START EXTRACTED MATERIAL

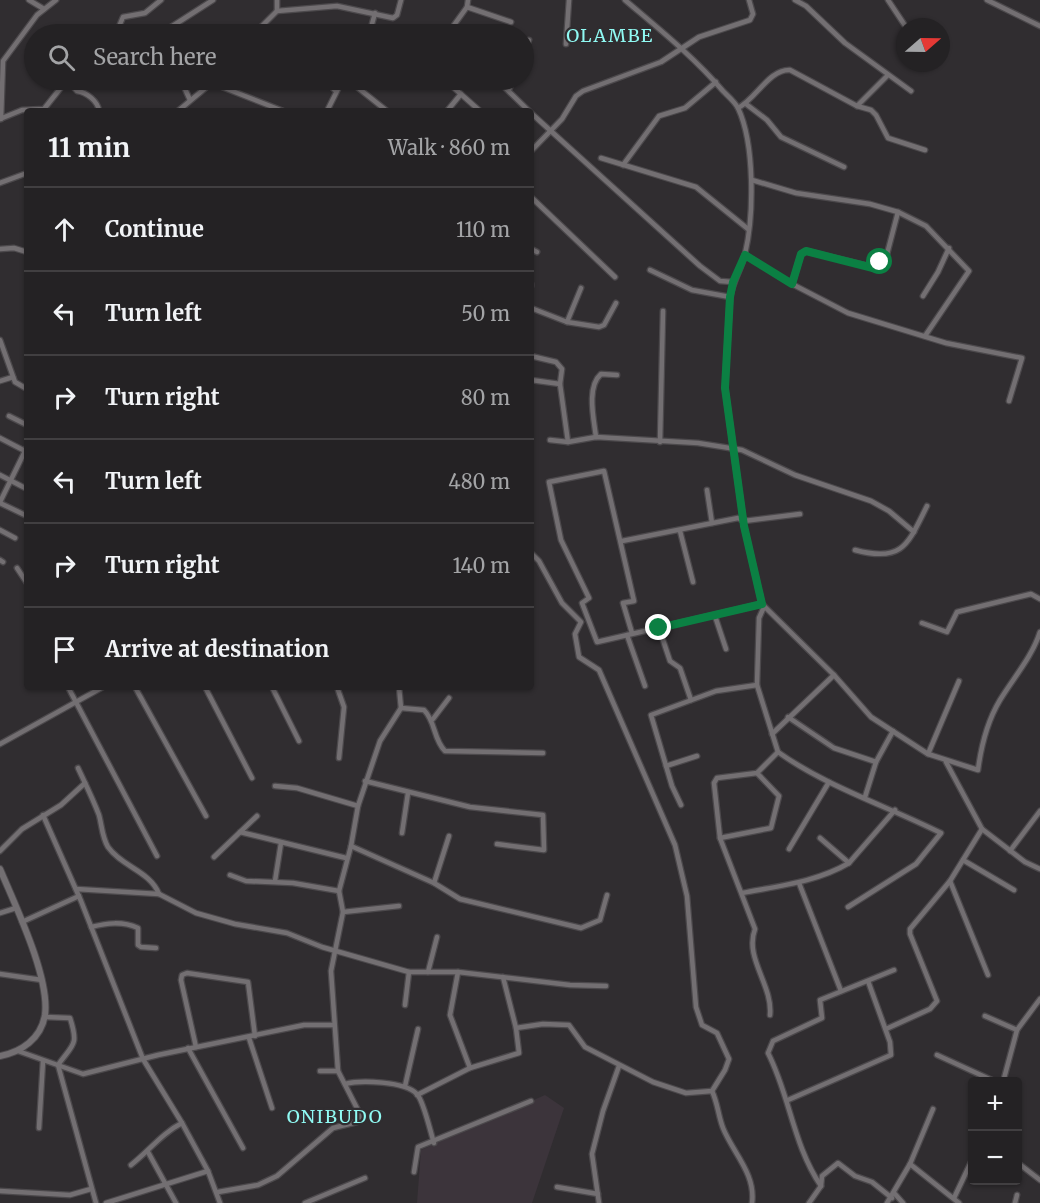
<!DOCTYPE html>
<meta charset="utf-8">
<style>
:root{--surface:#242224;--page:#302f31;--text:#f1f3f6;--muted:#a3a4a6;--line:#413f41}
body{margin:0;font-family:Merriweather,serif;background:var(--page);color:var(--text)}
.controls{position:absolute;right:18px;bottom:18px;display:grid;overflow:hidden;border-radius:6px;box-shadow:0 2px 4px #0004}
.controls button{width:54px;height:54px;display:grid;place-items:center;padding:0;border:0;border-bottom:2px solid var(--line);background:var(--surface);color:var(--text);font:30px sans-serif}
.compass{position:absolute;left:896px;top:18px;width:54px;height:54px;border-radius:50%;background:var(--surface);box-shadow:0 2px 4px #0004;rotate:70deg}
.stop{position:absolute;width:18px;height:18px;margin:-14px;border:4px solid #0b8043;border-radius:50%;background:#fff}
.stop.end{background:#0b8043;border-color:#fff;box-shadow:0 2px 6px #0008}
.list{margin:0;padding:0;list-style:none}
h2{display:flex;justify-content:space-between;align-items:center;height:78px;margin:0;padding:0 24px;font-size:26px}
h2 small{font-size:20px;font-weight:400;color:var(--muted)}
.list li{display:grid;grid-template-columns:39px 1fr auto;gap:18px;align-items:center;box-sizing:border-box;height:84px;padding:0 24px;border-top:2px solid var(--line)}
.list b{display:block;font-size:22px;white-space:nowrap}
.list em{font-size:20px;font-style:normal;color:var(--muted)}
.icon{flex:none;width:33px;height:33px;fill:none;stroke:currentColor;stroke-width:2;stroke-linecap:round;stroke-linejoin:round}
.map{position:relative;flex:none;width:1040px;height:1203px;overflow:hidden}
.search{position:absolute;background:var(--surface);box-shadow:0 2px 4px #0004;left:24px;top:24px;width:510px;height:66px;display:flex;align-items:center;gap:15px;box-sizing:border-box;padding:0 21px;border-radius:33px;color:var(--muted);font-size:22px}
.panel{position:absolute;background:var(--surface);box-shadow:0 2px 4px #0004;left:24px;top:108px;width:510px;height:582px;border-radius:6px}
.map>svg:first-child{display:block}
.built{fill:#3c343b}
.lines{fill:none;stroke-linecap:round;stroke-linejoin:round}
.street-casing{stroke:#4c494c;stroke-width:7}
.secondary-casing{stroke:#4c494c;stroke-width:8}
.street{stroke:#736f72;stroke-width:4.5}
.secondary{stroke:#736f72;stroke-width:6}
.route{stroke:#0b8043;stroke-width:8}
.labels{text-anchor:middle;stroke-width:4.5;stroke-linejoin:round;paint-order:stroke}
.quarter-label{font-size:18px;letter-spacing:1.5px;fill:#90faf3;stroke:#302d30}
</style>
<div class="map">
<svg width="1040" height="1203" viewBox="0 0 1040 1203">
<rect width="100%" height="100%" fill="#302d30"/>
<polygon class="built" points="545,1095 564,1108 532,1203 417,1203 421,1150"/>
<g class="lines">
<g class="street-casing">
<g id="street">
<polyline points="29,0 44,9"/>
<path d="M625 0C659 29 694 57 723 91 728 96 735 102 738 108 755 144 754 216 745 254 741 269 733 282 730 297L725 388 744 526 762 604 834 675 871 717 928 754 978 770C981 747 988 720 1000 700 1014 677 1032 657 1040 632"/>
<polyline points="795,0 806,6 845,43 911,91"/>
<polyline points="888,0 906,27"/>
<polyline points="987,0 1040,26"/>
<polyline points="467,7 511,22"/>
<polyline points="277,11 277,0"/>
<polyline points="372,24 375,13"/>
<polyline points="454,25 467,7 468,0"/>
<polyline points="111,34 118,29 123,17 145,13 161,0"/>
<polyline points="160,34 213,0"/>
<polyline points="254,34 277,11 337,6 393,18 397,15 401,0"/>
<polyline points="566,44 569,0"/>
<polyline points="524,53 529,40"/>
<path d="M67 80 77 91C86 92 98 101 99 111"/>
<polyline points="181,80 190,100"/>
<polyline points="324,80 336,91"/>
<polyline points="445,80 480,111"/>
<polyline points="497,80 529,111"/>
<polyline points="212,83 283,111"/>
<polyline points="509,90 513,80"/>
<polyline points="746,104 767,120 781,137 844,167"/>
<polyline points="857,106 887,76"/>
<path d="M738 108C756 99 769 69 790 70L857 106 871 110 876 115 888 138 925 150"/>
<polyline points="178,111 215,80"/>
<polyline points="327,111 339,87 352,83 387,111"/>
<polyline points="447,111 461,94"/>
<polyline points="531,113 700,266 720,281 733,282"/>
<polyline points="0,119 22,110 44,109 67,80"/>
<polyline points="1,119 3,61 37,15 56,0"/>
<polyline points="531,151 562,119 576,96 583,91 661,62 699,37 750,20 753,14 749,0"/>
<polyline points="601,158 696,187 748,229"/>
<polyline points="623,165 659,116 685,108 716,82"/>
<polyline points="752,180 796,193 870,204 898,212 926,226 969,271 925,336"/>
<polyline points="0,183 27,173"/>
<polyline points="531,197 615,277"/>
<polyline points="0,249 14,248 27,252"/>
<polyline points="531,249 537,252"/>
<polyline points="745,255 792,284 848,313 946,343 1022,358 1009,401"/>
<polyline points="650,270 692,290 730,297"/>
<polyline points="531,284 531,286"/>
<polyline points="792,284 801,254 806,251 876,268 887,254 898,212"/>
<polyline points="923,296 938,272 949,248"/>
<polyline points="531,308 567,322 599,327 604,325 616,303"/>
<polyline points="567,322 581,288"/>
<polyline points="0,340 15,382 27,389"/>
<polyline points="531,356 556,362 562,369 560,384 568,442"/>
<polyline points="531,380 560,384"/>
<polyline points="0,381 13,377"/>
<polyline points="9,416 27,425"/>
<path d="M596 437C594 420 586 387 601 374L617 375"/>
<polyline points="0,438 27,452"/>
<polyline points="550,440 568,442 596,437 698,443 742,450 795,475 871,501 889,511 914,532"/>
<polyline points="660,442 663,311"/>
<polyline points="0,475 27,489"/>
<polyline points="707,490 712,523"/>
<polyline points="0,502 27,447"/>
<polyline points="0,503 25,515"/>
<polyline points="0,530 15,538"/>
<polyline points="680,531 693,582"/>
<polyline points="622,541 738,518 744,521 800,514"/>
<path d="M855 550C903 563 908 544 927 506"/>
<polyline points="531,553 539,561 562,603 581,622 575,634 579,657 599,670 675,845 687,896 696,1007 702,1025 717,1033 729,1059 725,1070 712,1091"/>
<polyline points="0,560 3,562"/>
<polyline points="17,568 27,583"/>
<path d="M764 607 759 618 757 685 778 752C827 787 887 806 941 833L916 864 848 907"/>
<polyline points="715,616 726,649"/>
<polyline points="922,623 947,632 957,612 1031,594 1040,599"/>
<polyline points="659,628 670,661 680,668 691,700"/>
<polyline points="632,633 623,603 634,601 604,471 549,482 561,540 589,598 582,603 597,642 762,604"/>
<polyline points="627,635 645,686"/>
<polyline points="68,687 157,856"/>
<polyline points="135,687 206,816"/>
<polyline points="205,687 252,778"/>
<polyline points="272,687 299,741"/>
<polyline points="337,687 344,707 339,758"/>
<path d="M401 708 424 710C436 722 433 739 445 751L543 753"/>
<polyline points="788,717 834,748 876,762"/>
<polyline points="433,719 449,698"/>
<polyline points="772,734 834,675"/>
<polyline points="0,744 103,687"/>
<polyline points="928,754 959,681"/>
<polyline points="946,762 982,829 1025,862 1040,869"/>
<polyline points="666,766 697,756"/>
<path d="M78 768C85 783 93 799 99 815 102 826 102 837 108 847 122 867 150 871 159 894"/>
<polyline points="365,781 470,807 543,815 544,850 497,844"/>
<polyline points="275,786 297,788 358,806"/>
<polyline points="865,797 876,762 893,731"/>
<polyline points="681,805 672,786 651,715 716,691 757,685"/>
<polyline points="43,815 81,901 143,1059 182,1123 208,1171 220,1203"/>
<polyline points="240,832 346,858"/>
<polyline points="402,833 408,793"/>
<polyline points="720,838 771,828 779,796 757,773"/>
<polyline points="820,838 849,863"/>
<polyline points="351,846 434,883 460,899 581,928 600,920 607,895"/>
<polyline points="789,849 829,782"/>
<polyline points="0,851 22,829 61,805 85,783"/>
<polyline points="1010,851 1040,811"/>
<polyline points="214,857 257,816"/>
<polyline points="963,860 1014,890"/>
<polyline points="230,875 246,881 293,883 339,891"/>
<polyline points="275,881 281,843"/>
<polyline points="950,881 988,975"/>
<polyline points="434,883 449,836"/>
<polyline points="799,883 841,991"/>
<polyline points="76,889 159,894 196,913 235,924 287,933 322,947 409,972 458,972 570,985 606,986"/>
<path d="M742 893C778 886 817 882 849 863L895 810"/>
<polyline points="343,912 399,906"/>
<polyline points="0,913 16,908"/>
<polyline points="22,922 79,896"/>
<path d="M91 927C107 923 122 921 138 928V945L141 947 156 948"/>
<polyline points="428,972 437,937"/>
<polyline points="458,972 450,1015 470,1068"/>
<polyline points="0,974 42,980"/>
<polyline points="405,1005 409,972"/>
<path d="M770 1015C773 985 744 958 755 929L720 838 714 783 717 778 757 773 778 752"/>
<polyline points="985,1016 1017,1030"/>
<path d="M45 1017 70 1018C79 1046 73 1044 58 1065"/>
<polyline points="516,1028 543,1024 569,1025 585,1047 653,1082 686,1093 712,1091"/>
<polyline points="886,1029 930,1009 937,1001 910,934 910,929 950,881 982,829"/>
<polyline points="249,1038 272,1108"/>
<polyline points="196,1047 181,980 182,975 187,973 248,982 255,1036"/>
<polyline points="188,1048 243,1148"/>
<polyline points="18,1051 83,1074 158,1055 304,1025 333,1025"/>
<polyline points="937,1055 996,1082"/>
<polyline points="58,1065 96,1203"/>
<polyline points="320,1071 338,1071"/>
<polyline points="1003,1082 1017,1030 1040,999"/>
<path d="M345 1084C360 1080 405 1081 417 1094 424 1102 430 1131 434 1143"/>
<polyline points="405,1086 418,1029"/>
<path d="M712 1091C718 1104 718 1115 723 1128 733 1153 756 1174 752 1203"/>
<polyline points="417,1095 470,1068 519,1053 516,1028 503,977"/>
<polyline points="788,1100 891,1055 890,1042 868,981"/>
<polyline points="39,1128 43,1061"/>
<polyline points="148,1152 176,1203"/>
<polyline points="1018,1163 1040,1180"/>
<polyline points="910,1164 959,1203"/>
<path d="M131 1165C149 1151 162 1133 182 1123"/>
<polyline points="414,1172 418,1147 531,1101"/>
<path d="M821 1186C793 1145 790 1096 768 1053L773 1041 822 1018 820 1000 894 970"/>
<polyline points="557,1187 598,1194"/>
<polyline points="0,1191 70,1195 91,1189"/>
<polyline points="218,1192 258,1185 277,1176 333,1128 357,1122 361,1116 338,1071 331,971 343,912 339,891 351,846 358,806 380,741 401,708 399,687"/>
<polyline points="895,1194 903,1203"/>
<polyline points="954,1198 972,1160"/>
<polyline points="106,1203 208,1171"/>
<polyline points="305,1203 365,1178"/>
<polyline points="599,1203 592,1154 603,1111 619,1066"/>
<polyline points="809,1203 821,1186 822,1176 838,1163 855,1176 872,1182 892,1198"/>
<polyline points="887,1203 910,1164 933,1109"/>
<polyline points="1015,1203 1017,1195"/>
</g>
</g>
<g class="secondary-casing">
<path id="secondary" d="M0 869C15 905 50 977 45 1015 41 1039 21 1052 0 1056"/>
</g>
<use href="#street" class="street"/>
<use href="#secondary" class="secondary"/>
</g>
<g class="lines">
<polyline class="route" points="659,628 762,604 744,526 725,388 730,297 733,282 745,255 792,284 801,254 806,251 873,268 880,262"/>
</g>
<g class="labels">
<g class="quarter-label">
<text x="610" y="42">OLAMBE</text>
<text x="335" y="1123">ONIBUDO</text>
</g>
</g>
</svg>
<div class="controls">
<button>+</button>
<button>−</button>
</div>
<svg class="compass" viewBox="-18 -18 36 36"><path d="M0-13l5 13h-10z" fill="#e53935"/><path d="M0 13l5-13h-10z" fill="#a3a4a6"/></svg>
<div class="stop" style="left:880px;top:262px"></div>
<div class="stop end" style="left:659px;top:628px"></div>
<div class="search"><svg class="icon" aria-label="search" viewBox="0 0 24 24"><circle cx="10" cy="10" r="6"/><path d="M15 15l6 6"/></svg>Search here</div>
<section class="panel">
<h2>11 min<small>Walk · 860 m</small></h2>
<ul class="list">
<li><svg class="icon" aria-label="ahead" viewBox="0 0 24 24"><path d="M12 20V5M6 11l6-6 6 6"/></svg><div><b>Continue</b></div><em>110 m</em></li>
<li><svg class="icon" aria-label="left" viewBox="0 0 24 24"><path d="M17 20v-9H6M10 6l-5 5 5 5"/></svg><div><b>Turn left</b></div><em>50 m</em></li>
<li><svg class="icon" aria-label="right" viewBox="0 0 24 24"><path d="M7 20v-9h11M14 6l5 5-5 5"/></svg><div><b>Turn right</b></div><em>80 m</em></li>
<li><svg class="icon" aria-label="left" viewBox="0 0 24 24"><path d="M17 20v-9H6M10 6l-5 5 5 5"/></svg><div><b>Turn left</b></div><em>480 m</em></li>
<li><svg class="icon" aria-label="right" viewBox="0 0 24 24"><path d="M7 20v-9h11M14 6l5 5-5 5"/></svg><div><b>Turn right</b></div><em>140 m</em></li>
<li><svg class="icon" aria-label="arrive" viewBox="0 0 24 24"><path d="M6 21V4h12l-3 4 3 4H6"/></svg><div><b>Arrive at destination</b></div></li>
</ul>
</section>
</div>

END EXTRACTED MATERIAL

ABOUT THIS TASK: When the entries above show the word "compass" in a line, copy that line out.

RESPONSE BOX:
.compass{position:absolute;left:896px;top:18px;width:54px;height:54px;border-radius:50%;background:var(--surface);box-shadow:0 2px 4px #0004;rotate:70deg}
<svg class="compass" viewBox="-18 -18 36 36"><path d="M0-13l5 13h-10z" fill="#e53935"/><path d="M0 13l5-13h-10z" fill="#a3a4a6"/></svg>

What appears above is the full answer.